**Directions**
Using the data below, copy each line that includes the word "content".
== Exercise data ==
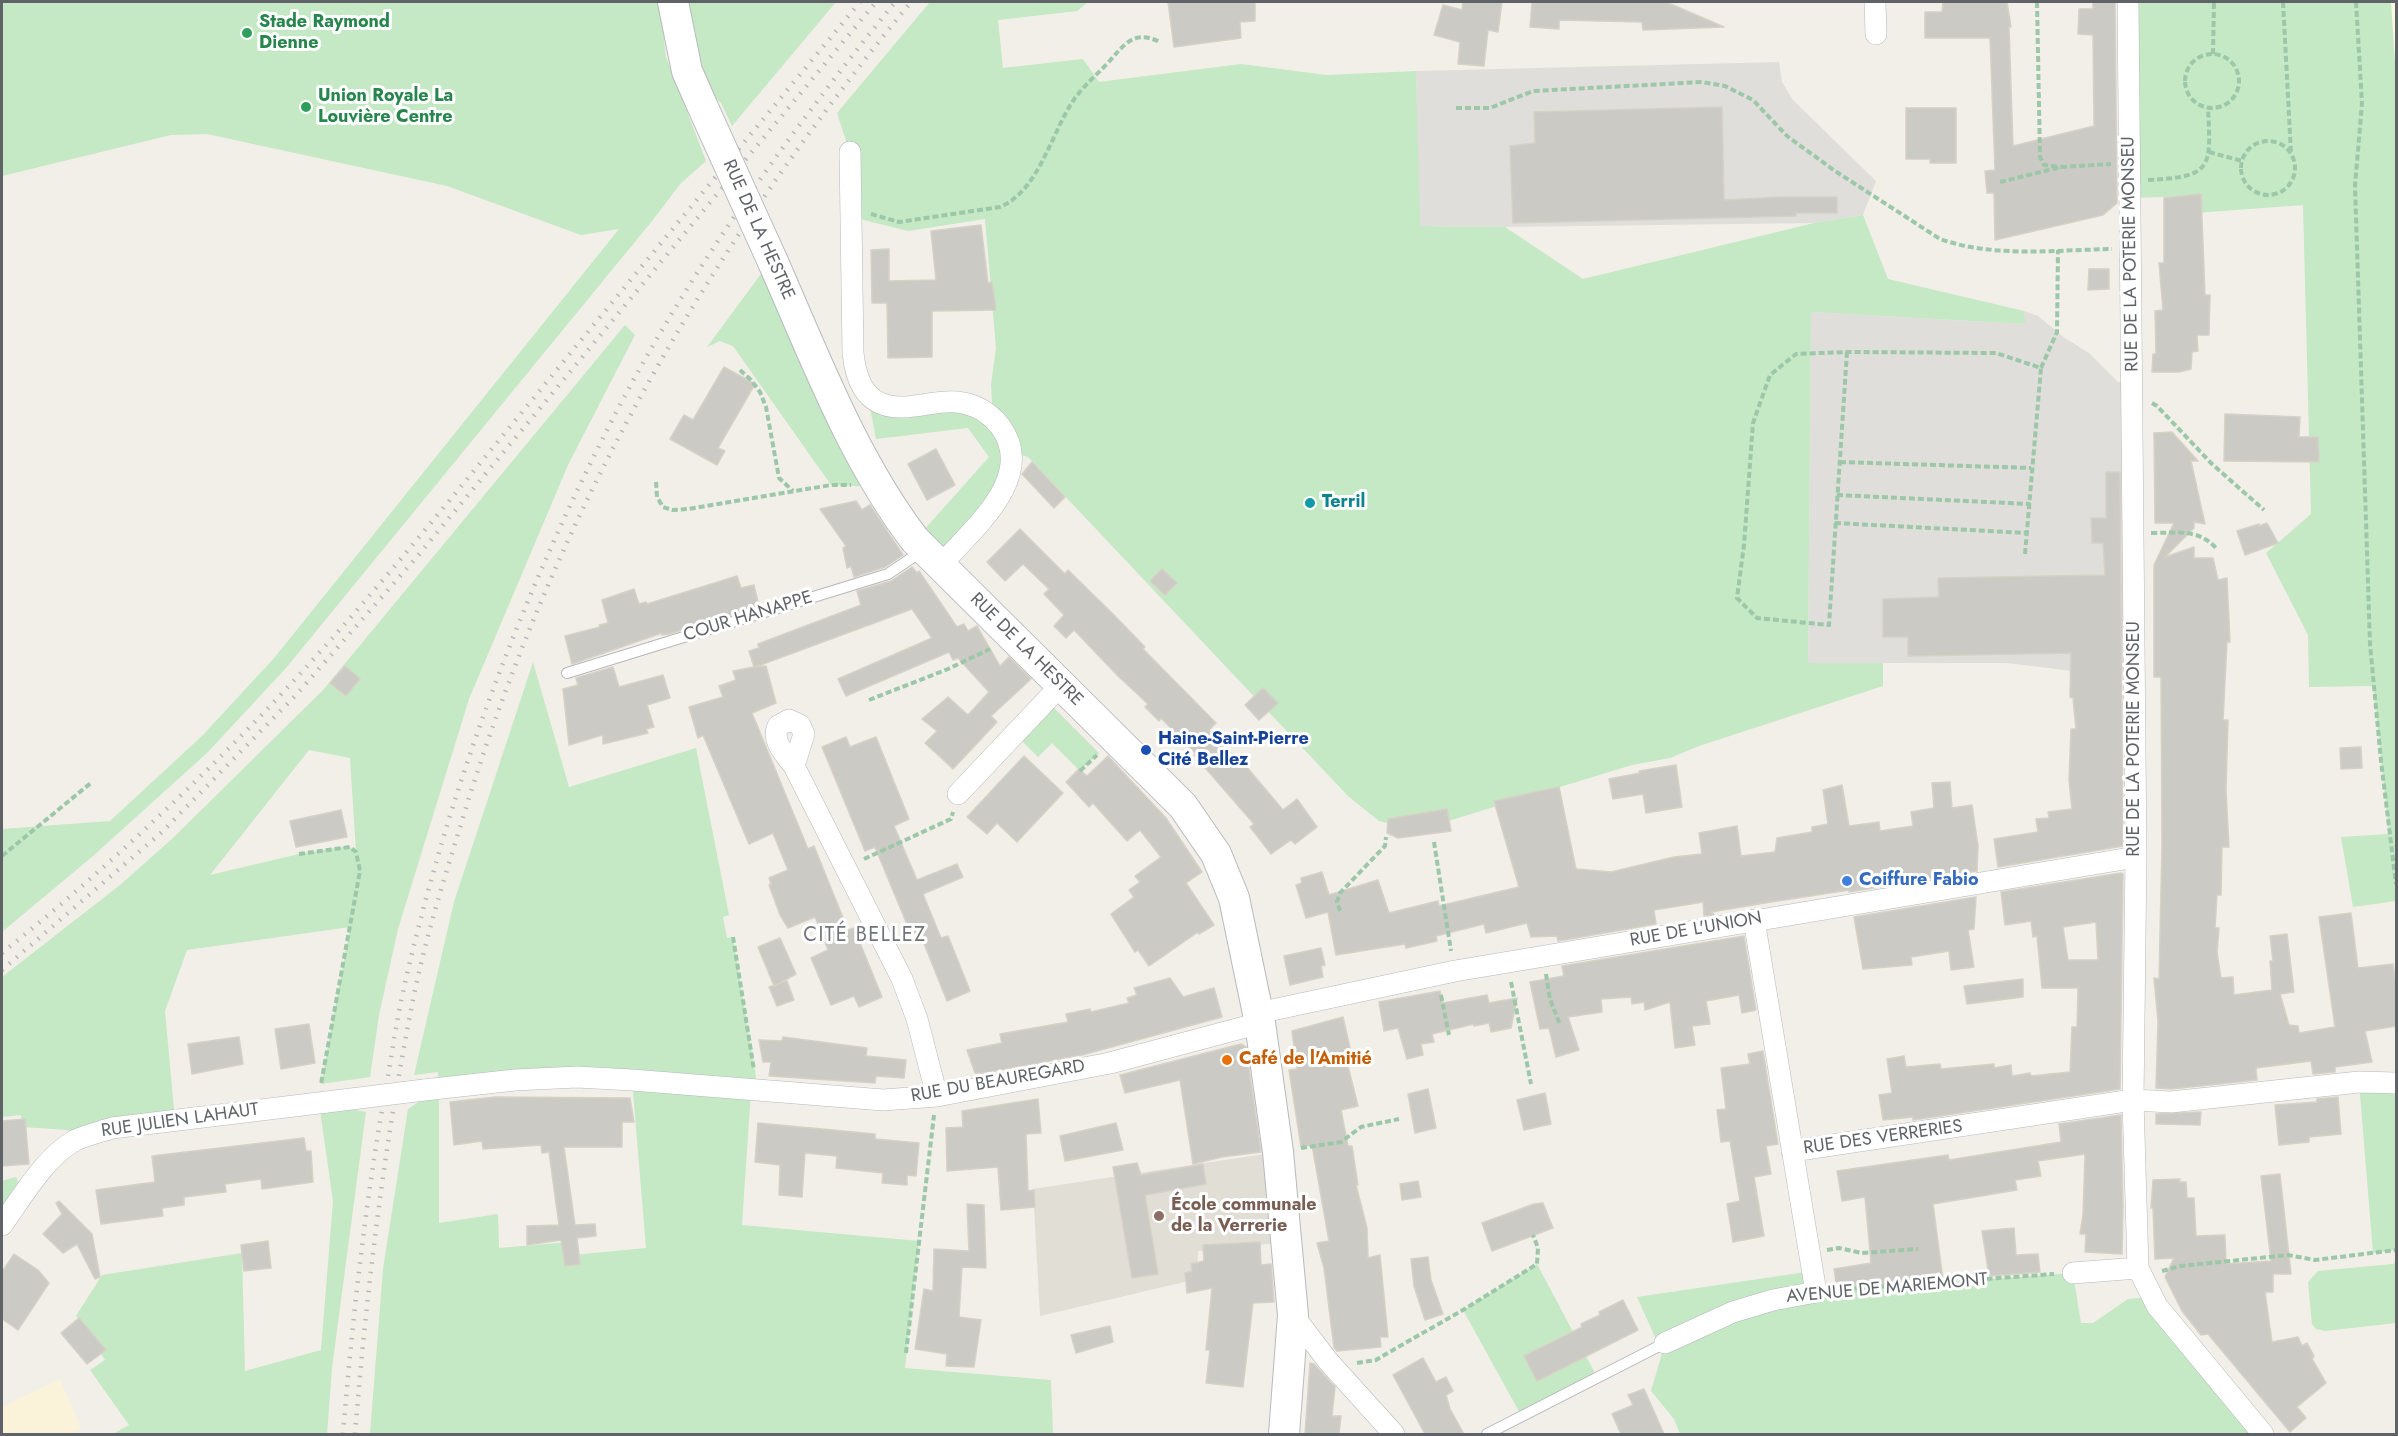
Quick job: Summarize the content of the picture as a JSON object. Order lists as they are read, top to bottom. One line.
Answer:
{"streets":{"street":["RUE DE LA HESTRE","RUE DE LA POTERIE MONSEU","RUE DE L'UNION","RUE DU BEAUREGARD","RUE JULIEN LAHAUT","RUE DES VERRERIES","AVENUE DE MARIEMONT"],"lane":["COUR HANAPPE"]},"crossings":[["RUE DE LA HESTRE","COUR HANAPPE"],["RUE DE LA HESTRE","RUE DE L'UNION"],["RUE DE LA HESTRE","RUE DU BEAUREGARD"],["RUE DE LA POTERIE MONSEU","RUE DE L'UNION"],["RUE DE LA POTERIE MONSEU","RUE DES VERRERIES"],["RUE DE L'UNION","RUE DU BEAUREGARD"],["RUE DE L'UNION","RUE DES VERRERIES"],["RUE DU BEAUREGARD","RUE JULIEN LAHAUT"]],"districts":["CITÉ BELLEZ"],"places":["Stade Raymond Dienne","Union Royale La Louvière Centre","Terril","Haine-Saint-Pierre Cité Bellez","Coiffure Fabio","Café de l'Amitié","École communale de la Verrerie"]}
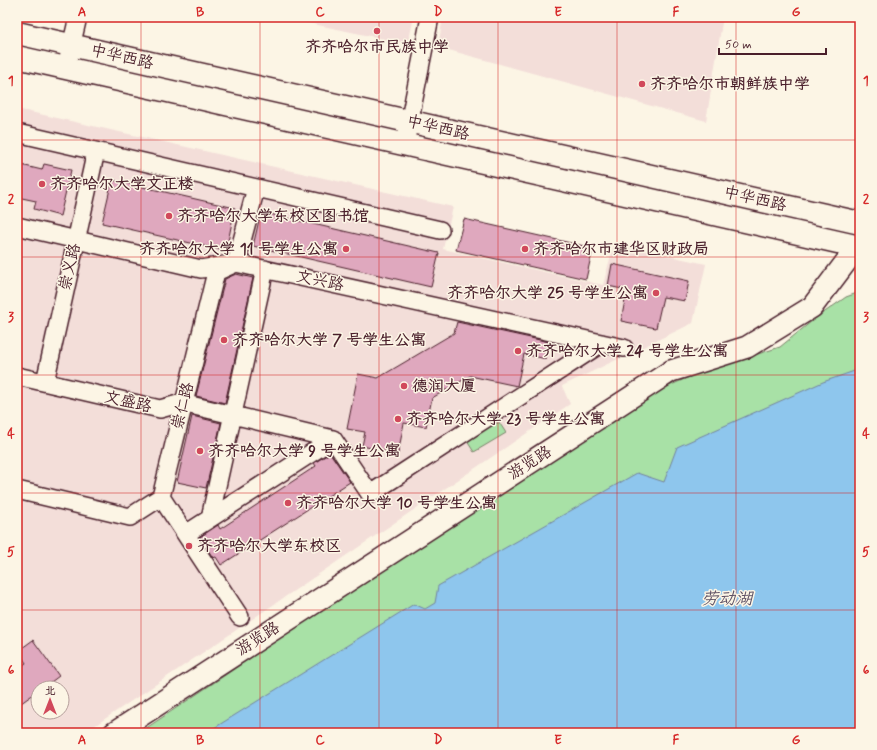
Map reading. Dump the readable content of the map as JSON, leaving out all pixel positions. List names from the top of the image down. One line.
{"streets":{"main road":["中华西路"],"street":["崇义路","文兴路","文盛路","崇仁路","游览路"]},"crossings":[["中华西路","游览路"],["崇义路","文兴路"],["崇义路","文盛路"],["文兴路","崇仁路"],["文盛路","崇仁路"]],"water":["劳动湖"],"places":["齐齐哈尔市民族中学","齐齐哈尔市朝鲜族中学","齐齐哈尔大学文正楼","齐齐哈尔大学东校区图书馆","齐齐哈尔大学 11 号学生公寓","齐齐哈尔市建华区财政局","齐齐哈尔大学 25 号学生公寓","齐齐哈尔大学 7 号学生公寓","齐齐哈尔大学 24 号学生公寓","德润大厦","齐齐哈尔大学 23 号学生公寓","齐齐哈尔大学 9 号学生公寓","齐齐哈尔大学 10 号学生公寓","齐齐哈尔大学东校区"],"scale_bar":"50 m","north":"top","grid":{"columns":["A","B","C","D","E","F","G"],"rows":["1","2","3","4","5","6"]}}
===
**Solution**
Quick job: Summarize the content of the picture as a JSON object. Order lists as they are read, top to bottom. One line.
Map reading. Dump the readable content of the map as JSON, leaving out all pixel positions. List names from the top of the image down. One line.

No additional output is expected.